Dans notre petit collège de campagne, nous “subissons” depuis quatre ans des insultes, des incivilités de la part d’environ 10 à 15 élèves par année scolaire sur environ 320 élèves. Chaque élève avait des “excuses” – dixit notre ancien principal : l’un avait assisté au meurtre de son grand-père paternel et de sa grand-mère maternelle par son propre père alors qu’il avait quatre ans, l’autre avait un foyer instable, le troisième une mère alcoolique et pas de père, untel est “désœuvré, déstabilisé” par le divorce de ses parents, etc.
Quand les profs allaient signaler un problème ou demandaient une exclusion, la réponse était parfois le renvoi dudit élève dans “sa classe”. Sourire aux lèvres, bien sûr… Ce même principal se permettait de nous dire “remettez-vous en cause !”, “prenez du recul”, “à vous de gérer votre groupe !”.
Cette année, nous avons un nouveau principal qui éprouve de la compassion pour nous et tente de nous aider en recevant les parents, en discutant avec nous, en nous incitant à porter plainte à la gendarmerie si les propos sont trop odieux et indécents. Nous devons cependant vivre “avec”, n’exclure l’élève que si la classe est totalement perturbée car les principaux de collège seraient “descendus” par leur hiérarchie s’ils osaient mettre en œuvre des conseils de discipline… Or, rattraper quatre ans de laxisme n’est pas une mince affaire. Nous avançons donc sans enthousiasme.
Ma foi en “l’éducation” est très altérée et j’avoue qu’hélas, de jeunes collègues commencent leur carrière en étant plutôt désabusés. Car comment imaginer enseigner en zone sensible en banlieue de grande ville si nous subissons de telles violences morales et verbales, dans un collège rural ?! J’ai été traitée de “vieille connasse“, de “salope“, de “dingo“, de “vieille conne“, et j’en passe ! J’ai d’ailleurs porté plainte à la gendarmerie, pour la première fois de ma vie professionnelle. Or je vais avoir 60 ans cette année !, et l’an dernier par une élève et cette année, aussi par sa petite sœur (une élève de cinquième), une collègue de 23 ou 24 ans, a, elle, été traitée de jeune incompétente par la même élève et le tout assorti de commentaires à haute voix, très insultants ! Voilà un constat parmi tant d’autres !

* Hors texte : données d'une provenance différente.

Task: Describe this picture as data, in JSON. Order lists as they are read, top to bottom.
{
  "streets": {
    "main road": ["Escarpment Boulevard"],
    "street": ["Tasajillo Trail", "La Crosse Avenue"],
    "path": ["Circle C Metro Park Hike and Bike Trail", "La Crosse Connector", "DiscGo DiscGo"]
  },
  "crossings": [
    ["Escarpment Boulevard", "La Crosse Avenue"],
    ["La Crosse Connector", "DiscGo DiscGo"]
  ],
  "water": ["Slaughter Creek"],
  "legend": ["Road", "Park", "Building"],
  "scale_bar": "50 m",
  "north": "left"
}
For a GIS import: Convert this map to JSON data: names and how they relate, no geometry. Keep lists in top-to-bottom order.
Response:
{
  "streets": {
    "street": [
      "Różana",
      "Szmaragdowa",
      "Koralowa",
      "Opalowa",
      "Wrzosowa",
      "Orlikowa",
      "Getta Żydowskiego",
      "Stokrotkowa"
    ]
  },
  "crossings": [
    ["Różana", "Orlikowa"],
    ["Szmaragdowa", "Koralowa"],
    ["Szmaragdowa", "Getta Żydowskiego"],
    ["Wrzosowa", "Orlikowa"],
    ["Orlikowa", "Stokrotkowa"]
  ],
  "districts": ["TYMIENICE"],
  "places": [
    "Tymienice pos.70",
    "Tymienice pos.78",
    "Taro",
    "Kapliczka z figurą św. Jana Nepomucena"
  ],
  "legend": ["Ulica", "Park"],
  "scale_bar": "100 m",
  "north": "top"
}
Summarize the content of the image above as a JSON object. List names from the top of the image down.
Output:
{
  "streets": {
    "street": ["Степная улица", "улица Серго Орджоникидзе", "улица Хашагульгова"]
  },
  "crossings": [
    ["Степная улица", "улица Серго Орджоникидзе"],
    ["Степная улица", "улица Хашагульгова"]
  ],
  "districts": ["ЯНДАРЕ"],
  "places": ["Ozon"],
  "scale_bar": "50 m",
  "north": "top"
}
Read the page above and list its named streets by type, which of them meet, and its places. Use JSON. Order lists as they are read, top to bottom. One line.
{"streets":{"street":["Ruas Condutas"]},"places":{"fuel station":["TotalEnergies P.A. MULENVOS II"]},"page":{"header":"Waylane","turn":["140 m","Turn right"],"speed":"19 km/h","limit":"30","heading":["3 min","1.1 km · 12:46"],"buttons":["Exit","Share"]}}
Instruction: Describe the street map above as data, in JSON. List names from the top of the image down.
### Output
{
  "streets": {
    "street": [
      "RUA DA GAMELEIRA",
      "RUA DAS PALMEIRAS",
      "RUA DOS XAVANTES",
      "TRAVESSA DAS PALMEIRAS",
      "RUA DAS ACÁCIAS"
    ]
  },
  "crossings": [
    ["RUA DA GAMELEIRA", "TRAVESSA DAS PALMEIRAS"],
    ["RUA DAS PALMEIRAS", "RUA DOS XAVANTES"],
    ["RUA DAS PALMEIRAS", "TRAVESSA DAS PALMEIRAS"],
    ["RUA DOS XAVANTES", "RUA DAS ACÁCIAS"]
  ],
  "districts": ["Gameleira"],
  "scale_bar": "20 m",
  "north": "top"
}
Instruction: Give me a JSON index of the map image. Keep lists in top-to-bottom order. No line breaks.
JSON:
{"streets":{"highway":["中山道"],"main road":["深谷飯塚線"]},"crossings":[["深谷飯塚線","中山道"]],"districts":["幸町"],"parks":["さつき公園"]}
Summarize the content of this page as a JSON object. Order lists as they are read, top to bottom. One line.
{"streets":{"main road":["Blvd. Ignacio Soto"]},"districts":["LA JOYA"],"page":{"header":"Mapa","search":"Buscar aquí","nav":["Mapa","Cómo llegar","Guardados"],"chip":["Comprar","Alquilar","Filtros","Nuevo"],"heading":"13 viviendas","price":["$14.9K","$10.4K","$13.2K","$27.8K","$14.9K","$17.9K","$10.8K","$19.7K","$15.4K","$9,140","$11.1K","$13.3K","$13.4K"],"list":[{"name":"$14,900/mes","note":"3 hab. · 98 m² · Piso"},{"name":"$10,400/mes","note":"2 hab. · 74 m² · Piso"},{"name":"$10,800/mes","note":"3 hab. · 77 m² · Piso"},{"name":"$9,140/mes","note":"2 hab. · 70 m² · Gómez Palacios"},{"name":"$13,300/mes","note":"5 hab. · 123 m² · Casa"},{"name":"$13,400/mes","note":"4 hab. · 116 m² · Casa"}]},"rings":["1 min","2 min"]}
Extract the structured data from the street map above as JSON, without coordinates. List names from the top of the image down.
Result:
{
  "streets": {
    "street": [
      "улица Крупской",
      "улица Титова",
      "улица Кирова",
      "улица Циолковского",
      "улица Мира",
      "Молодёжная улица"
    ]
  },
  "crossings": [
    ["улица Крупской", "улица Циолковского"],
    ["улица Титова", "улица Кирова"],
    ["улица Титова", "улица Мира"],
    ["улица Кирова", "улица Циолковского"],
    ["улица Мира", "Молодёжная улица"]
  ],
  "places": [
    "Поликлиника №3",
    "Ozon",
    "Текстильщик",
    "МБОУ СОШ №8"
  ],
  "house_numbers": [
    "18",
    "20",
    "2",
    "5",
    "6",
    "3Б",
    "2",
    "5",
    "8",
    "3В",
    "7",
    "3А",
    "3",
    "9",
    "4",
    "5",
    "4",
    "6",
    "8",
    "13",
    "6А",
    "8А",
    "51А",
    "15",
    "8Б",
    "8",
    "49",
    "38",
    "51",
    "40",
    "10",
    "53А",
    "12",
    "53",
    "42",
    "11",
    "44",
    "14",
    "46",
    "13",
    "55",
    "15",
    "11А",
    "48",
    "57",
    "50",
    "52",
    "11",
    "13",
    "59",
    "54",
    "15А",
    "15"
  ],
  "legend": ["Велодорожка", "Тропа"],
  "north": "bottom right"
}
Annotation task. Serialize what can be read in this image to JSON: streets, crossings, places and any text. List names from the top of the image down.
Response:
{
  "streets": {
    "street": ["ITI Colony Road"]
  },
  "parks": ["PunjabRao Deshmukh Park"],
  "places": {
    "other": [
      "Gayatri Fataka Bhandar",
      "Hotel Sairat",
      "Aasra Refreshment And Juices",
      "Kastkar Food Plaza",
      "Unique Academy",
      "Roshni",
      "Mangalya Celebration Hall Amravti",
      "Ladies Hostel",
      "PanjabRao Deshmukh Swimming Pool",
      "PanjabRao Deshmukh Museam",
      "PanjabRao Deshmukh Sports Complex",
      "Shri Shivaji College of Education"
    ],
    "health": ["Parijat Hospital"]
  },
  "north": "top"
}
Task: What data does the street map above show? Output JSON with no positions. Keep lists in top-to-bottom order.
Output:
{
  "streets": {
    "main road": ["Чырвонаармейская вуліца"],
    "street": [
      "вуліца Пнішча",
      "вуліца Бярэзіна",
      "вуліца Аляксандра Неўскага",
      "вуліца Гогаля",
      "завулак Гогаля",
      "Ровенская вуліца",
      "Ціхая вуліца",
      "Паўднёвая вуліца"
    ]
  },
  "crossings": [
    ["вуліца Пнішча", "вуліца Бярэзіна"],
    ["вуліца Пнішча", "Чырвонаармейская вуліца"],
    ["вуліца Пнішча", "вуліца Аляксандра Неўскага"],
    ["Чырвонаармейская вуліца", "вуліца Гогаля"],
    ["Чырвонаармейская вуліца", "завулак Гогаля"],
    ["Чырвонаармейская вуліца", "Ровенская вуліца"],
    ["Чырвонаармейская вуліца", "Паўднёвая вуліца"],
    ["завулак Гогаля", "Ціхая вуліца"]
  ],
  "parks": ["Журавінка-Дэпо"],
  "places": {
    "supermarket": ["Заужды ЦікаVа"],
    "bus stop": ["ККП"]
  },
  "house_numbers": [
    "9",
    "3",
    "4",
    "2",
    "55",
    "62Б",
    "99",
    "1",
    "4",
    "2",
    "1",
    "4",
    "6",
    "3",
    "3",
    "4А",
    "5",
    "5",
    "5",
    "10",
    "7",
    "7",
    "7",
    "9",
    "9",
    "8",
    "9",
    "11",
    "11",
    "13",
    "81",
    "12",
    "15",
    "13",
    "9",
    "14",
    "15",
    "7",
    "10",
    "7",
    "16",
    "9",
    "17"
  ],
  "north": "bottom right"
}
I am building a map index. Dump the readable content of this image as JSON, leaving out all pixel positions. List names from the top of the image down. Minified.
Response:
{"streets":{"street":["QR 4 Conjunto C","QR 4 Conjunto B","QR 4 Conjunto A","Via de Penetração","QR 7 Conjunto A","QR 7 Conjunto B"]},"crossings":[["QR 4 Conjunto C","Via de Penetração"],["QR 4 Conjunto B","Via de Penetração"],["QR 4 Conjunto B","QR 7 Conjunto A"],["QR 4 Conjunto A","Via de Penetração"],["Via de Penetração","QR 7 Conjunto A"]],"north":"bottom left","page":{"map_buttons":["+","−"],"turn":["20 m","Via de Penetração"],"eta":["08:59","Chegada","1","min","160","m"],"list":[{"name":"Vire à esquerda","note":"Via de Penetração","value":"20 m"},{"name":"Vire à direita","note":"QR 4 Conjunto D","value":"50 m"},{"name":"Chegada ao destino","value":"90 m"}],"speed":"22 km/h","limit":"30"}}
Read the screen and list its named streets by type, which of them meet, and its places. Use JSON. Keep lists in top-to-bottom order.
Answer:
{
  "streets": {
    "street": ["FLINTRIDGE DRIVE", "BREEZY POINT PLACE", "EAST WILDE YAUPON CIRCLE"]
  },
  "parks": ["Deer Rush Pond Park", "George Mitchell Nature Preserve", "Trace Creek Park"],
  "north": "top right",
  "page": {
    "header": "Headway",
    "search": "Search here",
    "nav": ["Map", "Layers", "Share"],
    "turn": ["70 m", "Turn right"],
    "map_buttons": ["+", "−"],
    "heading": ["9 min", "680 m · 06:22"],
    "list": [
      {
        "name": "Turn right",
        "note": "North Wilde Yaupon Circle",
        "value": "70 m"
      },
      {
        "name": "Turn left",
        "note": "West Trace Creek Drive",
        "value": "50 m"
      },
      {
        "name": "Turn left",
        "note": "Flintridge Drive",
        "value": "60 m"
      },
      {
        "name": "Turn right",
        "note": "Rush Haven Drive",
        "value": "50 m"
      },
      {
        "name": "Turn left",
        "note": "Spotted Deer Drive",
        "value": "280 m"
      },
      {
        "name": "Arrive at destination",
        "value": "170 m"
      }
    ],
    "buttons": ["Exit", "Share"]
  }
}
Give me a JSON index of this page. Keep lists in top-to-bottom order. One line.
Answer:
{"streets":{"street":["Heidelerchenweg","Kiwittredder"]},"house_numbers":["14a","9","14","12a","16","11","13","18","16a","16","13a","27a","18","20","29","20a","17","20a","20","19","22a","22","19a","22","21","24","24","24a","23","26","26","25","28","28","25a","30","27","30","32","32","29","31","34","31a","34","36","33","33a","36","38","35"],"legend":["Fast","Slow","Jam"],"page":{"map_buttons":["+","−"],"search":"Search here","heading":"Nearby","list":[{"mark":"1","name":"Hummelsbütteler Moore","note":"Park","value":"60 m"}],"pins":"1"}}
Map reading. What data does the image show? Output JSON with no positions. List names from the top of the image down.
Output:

Une amie prof d’allemand aussi, mais dans les Ardennes, dans un collège multi-sites subit exactement les mêmes “assauts” de la part d’élèves de cinquième. Elle a deux classes ingérables.
Que faire ? Vers qui se tourner ? Faire semblant de se sentir bien ?
Vous avez mon nom, mon mail, mais je vous serais très reconnaissante de ne pas les mentionner. Bien que je sois bien notée, à l’abri de tout problème, au dernier échelon possible, il me serait vraiment pénible de devoir “avouer” mon “incompétence” face à des jeunes hors d’atteinte. Sans éducation, sans peur, sans scrupules certes, mais “entretenus” dans cette voie par une hiérarchie (Inspection d’Académie, rectorat) qui tient à éviter tout mouvement, toute évocation de “problèmes au sein de l’école publique” !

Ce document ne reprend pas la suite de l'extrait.